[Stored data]
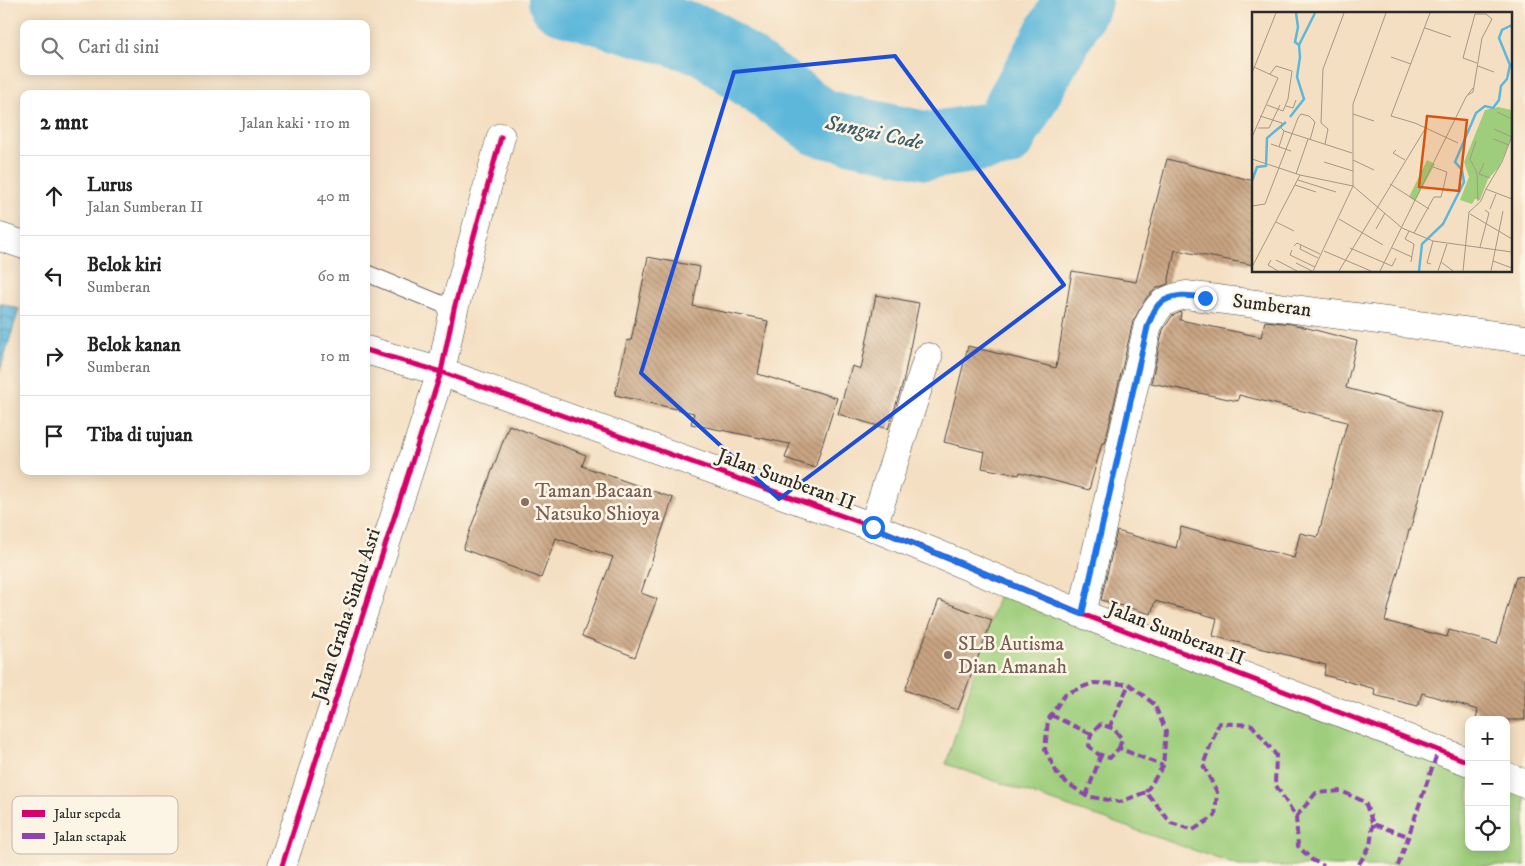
<!DOCTYPE html>
<html lang="id">
<head>
<meta charset="utf-8">
<style>
	body { margin:0; font-family:"IM FELL DW Pica",serif; background:#f2f2f2; color:#222 }
	.controls { position:absolute; right:15px; bottom:15px; display:grid; overflow:hidden; border-radius:10px; box-shadow:0 2px 12px #0003 }
	.controls button { width:45px; height:45px; display:grid; place-items:center; padding:0; border:0; border-bottom:1px solid #e0e0e0; background:#fff; color:#222; font:25px sans-serif }
	.stop { position:absolute; width:15px; height:15px; margin:-11px; border:4px solid #1a73e8; border-radius:50%; background:#fff }
	.stop.end { background:#1a73e8; border-color:#fff; box-shadow:0 1px 5px #0008 }
	.list { margin:0; padding:0; list-style:none }
	h2 { display:flex; justify-content:space-between; align-items:center; height:65px; margin:0; padding:0 20px; font-size:21px }
	h2 small { font-size:16px; font-weight:400; color:#767676 }
	.list li { display:grid; grid-template-columns:32px 1fr auto; gap:15px; align-items:center; box-sizing:border-box; height:80px; padding:0 20px; border-top:1px solid #e0e0e0 }
	.list b { display:block; font-size:19px; white-space:nowrap }
	.list p { margin:0; font-size:16px; white-space:nowrap; color:#767676 }
	.list em { font-size:16px; font-style:normal; color:#767676 }
	.icon { flex:none; width:28px; height:28px; fill:none; stroke:currentColor; stroke-width:2; stroke-linecap:round; stroke-linejoin:round }
	.map { position:relative; flex:none; width:1525px; height:866px; overflow:hidden }
	.search { position:absolute; background:#fff; box-shadow:0 2px 12px #0003; left:20px; top:20px; width:350px; height:55px; display:flex; align-items:center; gap:12px; box-sizing:border-box; padding:0 18px; border-radius:10px; color:#767676; font-size:19px }
	.panel { position:absolute; background:#fff; box-shadow:0 2px 12px #0003; left:20px; top:90px; width:350px; height:385px; border-radius:10px }
	.map>svg:first-child { display:block }
	.green { fill:#9ece7c; stroke:#647c54 }
	.water { fill:url(#water-waves); stroke:#447182 }
	.lines { fill:none; stroke-linecap:round; stroke-linejoin:round }
	.river { stroke:#5db7da; stroke-width:68 }
	.building { fill:url(#building-back-hatch) }
	.lane-casing { stroke:#494642; stroke-width:18 }
	.street-casing { stroke:#494642; stroke-width:29 }
	.lane { stroke:#fff; stroke-width:16 }
	.street { stroke:#fff; stroke-width:28 }
	.quiet { stroke:#8e44ad; stroke-width:4; stroke-dasharray:8 4; stroke-linecap:butt }
	.cycleway-casing { stroke:#fcf5e5; stroke-width:8 }
	.cycleway { stroke:#d6006c; stroke-width:5 }
	.route { stroke:#1a73e8; stroke-width:6 }
	.marked { fill:none; stroke:#1d4ed8; stroke-width:4; stroke-linejoin:round }
	.education-dot { fill:#8d6e63; stroke:#fcf5e5; stroke-width:2 }
	.labels { text-anchor:middle; dominant-baseline:central; stroke-width:5; stroke-linejoin:round; paint-order:stroke }
	.street-label { font-size:20px; fill:#2b2b2b; stroke:#fcf5e5 }
	.education-label { font-size:20px; fill:#785e54; stroke:#fcf5e5; text-anchor:start }
	.water-label { font-size:21px; font-style:italic; fill:#3c5c68; stroke:#fcf5e5 }
	.inset-river { fill:none; stroke:#5db7da; stroke-width:2.5 }
	.inset-road { fill:none; stroke:#a49786; stroke-width:1 }
	.view { fill:#d5540f; fill-opacity:0.15; stroke:#d5540f; stroke-width:2.5 }
	.inset-edge { fill:none; stroke:#2b2b2b; stroke-width:2.5 }
	.key { fill:#fcf5e5; stroke:#bdb8ad; stroke-width:1 }
	.key-label { font-size:14px; fill:#2b2b2b }
</style>
</head>
<body>
<div class="map">
<svg width="1525" height="866" viewBox="0 0 1525 866">
	<defs>
		<pattern id="water-waves" width="16" height="10" patternUnits="userSpaceOnUse" patternTransform="scale(1.25)"><rect width="16" height="10" fill="#5db7da"/><path d="M0 5q4-4 8 0t8 0" fill="none" stroke="#4d95b1"/></pattern>
		<pattern id="building-back-hatch" width="6" height="6" patternUnits="userSpaceOnUse" patternTransform="scale(1.25)"><rect width="6" height="6" fill="#c9a482"/><path d="M-1 5l2 2M0 0l6 6M5-1l2 2" fill="none" stroke="#a3866b"/></pattern>
	</defs>
	<rect width="100%" height="100%" fill="#fcf5e5"/>
	<filter id="ink" filterUnits="userSpaceOnUse"><feTurbulence type="fractalNoise" baseFrequency=".02" numOctaves="2"/><feDisplacementMap in="SourceGraphic" scale="10" xChannelSelector="R" yChannelSelector="G"/><feConvolveMatrix kernelMatrix="1 2 1 2 8 2 1 2 1" color-interpolation-filters="sRGB"/></filter>
	<filter id="wash" filterUnits="userSpaceOnUse"><feTurbulence type="fractalNoise" baseFrequency=".0096" numOctaves="4" result="noise"/><feDisplacementMap in="SourceGraphic" scale="20" xChannelSelector="R" yChannelSelector="G"/><feGaussianBlur stdDeviation="1.12" result="paint"/><feColorMatrix in="noise" values="0 0 0 0 0 0 0 0 0 0 0 0 0 0 0 0 0 1.4 0 .05"/><feComposite in="paint" operator="in"/></filter>
	<g filter="url(#wash)">
		<rect width="100%" height="100%" fill="#f4dfc2"/>
		<path class="green" d="M 1003,581 L 1469,769 L 1469,847 L 1506,847 L 1506,784 L 1525,792 L 1525,866 L 1239,866 L 946,764 Z"/>
		<path class="water" d="M 0,303 L 19,309 L 0,371 Z"/>
		<g class="lines">
			<path class="river" d="M 562,0 L 707,42 L 821,123 L 928,146 L 1003,134 L 1078,0"/>
		</g>
		<g id="blocks">
			<path class="building" d="M 1167,159 L 1254,181 L 1254,265 L 1175,250 L 1168,284 L 1157,288 L 1147,297 L 1133,321 L 1105,443 L 1102,443 L 1089,490 L 1020,472 L 1019,475 L 982,468 L 985,452 L 944,442 L 968,346 L 1056,368 L 1072,271 L 1136,282 Z
				M 648,257 L 700,267 L 693,306 L 768,321 L 758,374 L 837,398 L 815,468 L 785,458 L 790,444 L 691,424 L 694,413 L 615,395 L 627,340 L 631,341 Z
				M 876,295 L 919,303 L 903,383 L 888,429 L 838,414 L 852,366 L 861,369 Z
				M 1181,312 L 1180,320 L 1261,337 L 1265,321 L 1292,324 L 1357,341 L 1346,388 L 1441,413 L 1410,531 L 1409,530 L 1385,621 L 1447,637 L 1449,630 L 1497,644 L 1516,576 L 1525,577 L 1525,720 L 1476,720 L 1478,710 L 1422,693 L 1418,706 L 1374,695 L 1375,689 L 1324,675 L 1326,665 L 1213,636 L 1217,618 L 1155,601 L 1151,614 L 1101,600 L 1117,531 L 1176,548 L 1181,527 L 1294,558 L 1300,533 L 1318,537 L 1347,422 L 1239,395 L 1238,401 L 1151,383 L 1163,330 L 1172,316 Z
				M 509,425 L 586,455 L 582,466 L 673,498 L 641,593 L 657,599 L 635,657 L 582,636 L 613,557 L 556,538 L 541,578 L 463,549 Z
				M 939,600 L 992,620 L 958,710 L 905,690 Z"/>
		</g>
	</g>
	<g filter="url(#ink)">
		<use href="#blocks" fill-opacity="0" stroke="#494642" stroke-width="1"/>
		<g class="lines">
			<defs>
				<path id="lane" d="M 366,273 L 454,309"/>
				<path id="street" d="M 0,237 L 24,245
					M 366,350 L 441,372 L 873,527 L 1082,614 L 1469,762
					M 873,527 L 928,357
					M 1082,614 L 1148,325 C 1159,304 1161,300 1186,295 L 1525,339
					M 1506,776 L 1525,784
					M 282,866 L 441,372 L 454,309 L 501,137"/>
			</defs>
			<use href="#lane" class="lane-casing"/>
			<use href="#street" class="street-casing"/>
			<use href="#lane" class="lane"/>
			<use href="#street" class="street"/>
			<path class="quiet" d="M 1051,715 L 1091,734
				M 1109,728 L 1129,684
				M 1119,748 L 1122,739 L 1114,729 L 1101,724 L 1091,734 L 1089,746 L 1098,754 L 1110,758 L 1119,748 L 1163,766
				M 1146,792 L 1163,766 L 1166,731 L 1154,704 L 1129,684 L 1093,683 L 1065,694 L 1048,720 L 1045,750 L 1059,777 L 1086,796 L 1120,802 L 1146,792 L 1171,823 L 1193,830 L 1215,816 L 1217,792 L 1203,765 L 1219,723 L 1252,725 L 1276,755 L 1275,784 L 1296,817 L 1298,846 L 1312,860 L 1324,866
				M 1086,796 L 1101,755
				M 1296,817 L 1316,793 L 1341,791 L 1365,802 L 1373,824 L 1408,836
				M 1359,864 L 1370,846 L 1373,824
				M 1398,866 L 1438,751"/>
			<defs>
				<path id="cycleway" d="M 366,350 L 441,372 L 873,527 L 1082,614 L 1469,762
					M 282,866 L 441,372 L 454,309 L 501,137"/>
			</defs>
			<use href="#cycleway" class="cycleway-casing"/>
			<use href="#cycleway" class="cycleway"/>
		</g>
	</g>
	<g class="lines" filter="url(#ink)">
		<path class="route" d="M 873,527 L 1082,614 L 1148,325 C 1151,319 1154,309 1159,304 C 1173,293 1189,295 1205,298"/>
	</g>
	<path class="marked" d="M 895,56 L 1064,285 L 779,499 L 641,373 L 734,72 Z"/>
	<g class="education-dot">
		<circle cx="525" cy="502" r="5"/>
		<circle cx="948" cy="655" r="5"/>
	</g>
	<g class="labels">
		<g class="street-label">
			<text transform="translate(1272 306) rotate(7)">Sumberan</text>
			<text transform="translate(786 480) rotate(20)">Jalan Sumberan II</text>
			<text transform="translate(347 615) rotate(-72)">Jalan Graha Sindu Asri</text>
			<text transform="translate(1176 634) rotate(21)">Jalan Sumberan II</text>
		</g>
		<g class="education-label">
			<text x="535" y="491">Taman Bacaan<tspan x="535" dy="23">Natsuko Shioya</tspan></text>
			<text x="958" y="644">SLB Autisma<tspan x="958" dy="23">Dian Amanah</tspan></text>
		</g>
		<g class="water-label">
			<text transform="translate(874 133) rotate(12)">Sungai Code</text>
		</g>
	</g>
	<g transform="translate(1252 12)">
		<rect width="260" height="260" fill="#f4dfc2"/>
		<path d="M 246,95 L 260,98 L 260,125 L 247,155 L 236,167 L 228,188 L 223,187 L 220,192 L 208,188 L 217,165 L 212,150 L 233,98 ZM 175,148 L 183,152 L 163,189 L 157,185 Z" fill="#9ece7c"/>
		<path class="inset-river" d="M 47,33 L 63,1M 38,105 L 52,87 L 45,65 L 48,45 L 47,33 L 43,30 L 46,15 L 44,1M 0,169 L 5,155 L 14,154 L 15,126 L 34,110M 167,259 L 170,232 L 191,212 L 212,170 L 210,158 L 203,150 L 224,101 L 233,94 L 241,96 L 247,88 L 249,74 L 255,67 L 258,53 L 247,26 L 250,18 L 260,13"/>
		<path class="inset-road" d="M 178,1 L 139,104 L 163,111 L 206,131M 223,2 L 211,46 L 225,51M 173,16 L 199,25M 139,45 L 159,52M 226,54 L 242,60M 0,61 L 24,1M 216,83 L 221,80 L 230,26 L 240,7 L 234,2 L 223,2M 15,93 L 31,99 L 36,87 L 40,59 L 24,54 L 18,62M 34,94 L 41,96 L 44,88M 245,100 L 260,107M 101,102 L 122,109M 8,104 L 30,111 L 29,116 L 32,119 L 100,141M 46,106 L 49,102 L 57,104 L 63,110 L 58,128M 6,116 L 17,116 L 28,93M 242,117 L 260,125M 260,124 L 250,150 L 234,177 L 260,187M 0,125 L 26,66 L 2,55M 241,127 L 257,133M 224,129 L 218,147 L 225,161 L 226,189M 19,132 L 39,139M 73,132 L 76,117 L 69,111 L 71,57 L 92,1M 27,135 L 32,119M 144,138 L 141,141 L 153,148M 0,147 L 48,163 L 101,174 L 150,216 L 181,229 L 260,240M 101,148 L 122,158M 72,150 L 101,159M 232,151 L 227,162 L 238,166M 44,162 L 56,127M 46,168 L 84,180M 138,172 L 177,197M 43,173 L 64,180M 0,194 L 13,192 L 46,106M 238,197 L 244,182M 218,202 L 260,227M 87,207 L 131,233M 24,210 L 42,219M 124,217 L 133,201M 157,219 L 153,227 L 162,232 L 159,250M 162,221 L 182,185 L 189,185 L 191,177 L 195,160 L 181,155M 49,233 L 48,237 L 66,246M 42,234 L 45,231 L 68,242M 228,235 L 237,201 L 233,198M 98,236 L 140,254 L 144,246M 140,236 L 160,245M 40,238 L 38,243 L 63,255M 72,239 L 119,259M 19,248 L 16,253 L 26,259M 24,248 L 45,259M 241,249 L 260,256M 189,250 L 201,259M 44,251 L 60,259M 179,252 L 175,251 L 181,229M 0,255 L 48,163M 61,259 L 101,174 L 101,92 L 134,1M 87,259 L 173,117M 128,259 L 214,85 L 221,76M 186,259 L 195,232M 211,259 L 217,200 L 229,189 L 234,177M 239,259 L 251,199"/>
		<path class="view" d="M 175,104 L 215,108 L 207,179 L 167,175 Z"/>
		<rect width="260" height="260" class="inset-edge"/>
	</g>
	<rect x="12" y="796" width="166" height="58" rx="8" class="key"/>
	<rect x="22" y="810" width="23" height="7" fill="#d6006c"/>
	<rect x="22" y="833" width="23" height="6" fill="#8e44ad"/>
	<g class="key-label">
		<text x="54" y="818">Jalur sepeda</text>
		<text x="54" y="841">Jalan setapak</text>
	</g>
</svg>
<div class="controls">
<button>+</button>
<button>−</button>
<button><svg class="icon" aria-label="locate" viewBox="0 0 24 24"><circle cx="12" cy="12" r="6"/><path d="M12 2v4M12 18v4M2 12h4M18 12h4"/></svg></button>
</div>
<div class="stop" style="left:873px;top:527px"></div>
<div class="stop end" style="left:1205px;top:298px"></div>
<div class="search"><svg class="icon" aria-label="search" viewBox="0 0 24 24"><circle cx="10" cy="10" r="6"/><path d="M15 15l6 6"/></svg>Cari di sini</div>
<section class="panel">
<h2>2 mnt<small>Jalan kaki · 110 m</small></h2>
<ul class="list">
<li><svg class="icon" aria-label="ahead" viewBox="0 0 24 24"><path d="M12 20V5M6 11l6-6 6 6"/></svg><div><b>Lurus</b><p>Jalan Sumberan II</p></div><em>40 m</em></li>
<li><svg class="icon" aria-label="left" viewBox="0 0 24 24"><path d="M17 20v-9H6M10 6l-5 5 5 5"/></svg><div><b>Belok kiri</b><p>Sumberan</p></div><em>60 m</em></li>
<li><svg class="icon" aria-label="right" viewBox="0 0 24 24"><path d="M7 20v-9h11M14 6l5 5-5 5"/></svg><div><b>Belok kanan</b><p>Sumberan</p></div><em>10 m</em></li>
<li><svg class="icon" aria-label="arrive" viewBox="0 0 24 24"><path d="M6 21V4h12l-3 4 3 4H6"/></svg><div><b>Tiba di tujuan</b></div></li>
</ul>
</section>
</div>
</body>
</html>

▶ To do
Send back, unchanged, every line of the records from the one with "175,104 L 215,108" through the last.

▶ Response below
		<path class="view" d="M 175,104 L 215,108 L 207,179 L 167,175 Z"/>
		<rect width="260" height="260" class="inset-edge"/>
	</g>
	<rect x="12" y="796" width="166" height="58" rx="8" class="key"/>
	<rect x="22" y="810" width="23" height="7" fill="#d6006c"/>
	<rect x="22" y="833" width="23" height="6" fill="#8e44ad"/>
	<g class="key-label">
		<text x="54" y="818">Jalur sepeda</text>
		<text x="54" y="841">Jalan setapak</text>
	</g>
</svg>
<div class="controls">
<button>+</button>
<button>−</button>
<button><svg class="icon" aria-label="locate" viewBox="0 0 24 24"><circle cx="12" cy="12" r="6"/><path d="M12 2v4M12 18v4M2 12h4M18 12h4"/></svg></button>
</div>
<div class="stop" style="left:873px;top:527px"></div>
<div class="stop end" style="left:1205px;top:298px"></div>
<div class="search"><svg class="icon" aria-label="search" viewBox="0 0 24 24"><circle cx="10" cy="10" r="6"/><path d="M15 15l6 6"/></svg>Cari di sini</div>
<section class="panel">
<h2>2 mnt<small>Jalan kaki · 110 m</small></h2>
<ul class="list">
<li><svg class="icon" aria-label="ahead" viewBox="0 0 24 24"><path d="M12 20V5M6 11l6-6 6 6"/></svg><div><b>Lurus</b><p>Jalan Sumberan II</p></div><em>40 m</em></li>
<li><svg class="icon" aria-label="left" viewBox="0 0 24 24"><path d="M17 20v-9H6M10 6l-5 5 5 5"/></svg><div><b>Belok kiri</b><p>Sumberan</p></div><em>60 m</em></li>
<li><svg class="icon" aria-label="right" viewBox="0 0 24 24"><path d="M7 20v-9h11M14 6l5 5-5 5"/></svg><div><b>Belok kanan</b><p>Sumberan</p></div><em>10 m</em></li>
<li><svg class="icon" aria-label="arrive" viewBox="0 0 24 24"><path d="M6 21V4h12l-3 4 3 4H6"/></svg><div><b>Tiba di tujuan</b></div></li>
</ul>
</section>
</div>
</body>
</html>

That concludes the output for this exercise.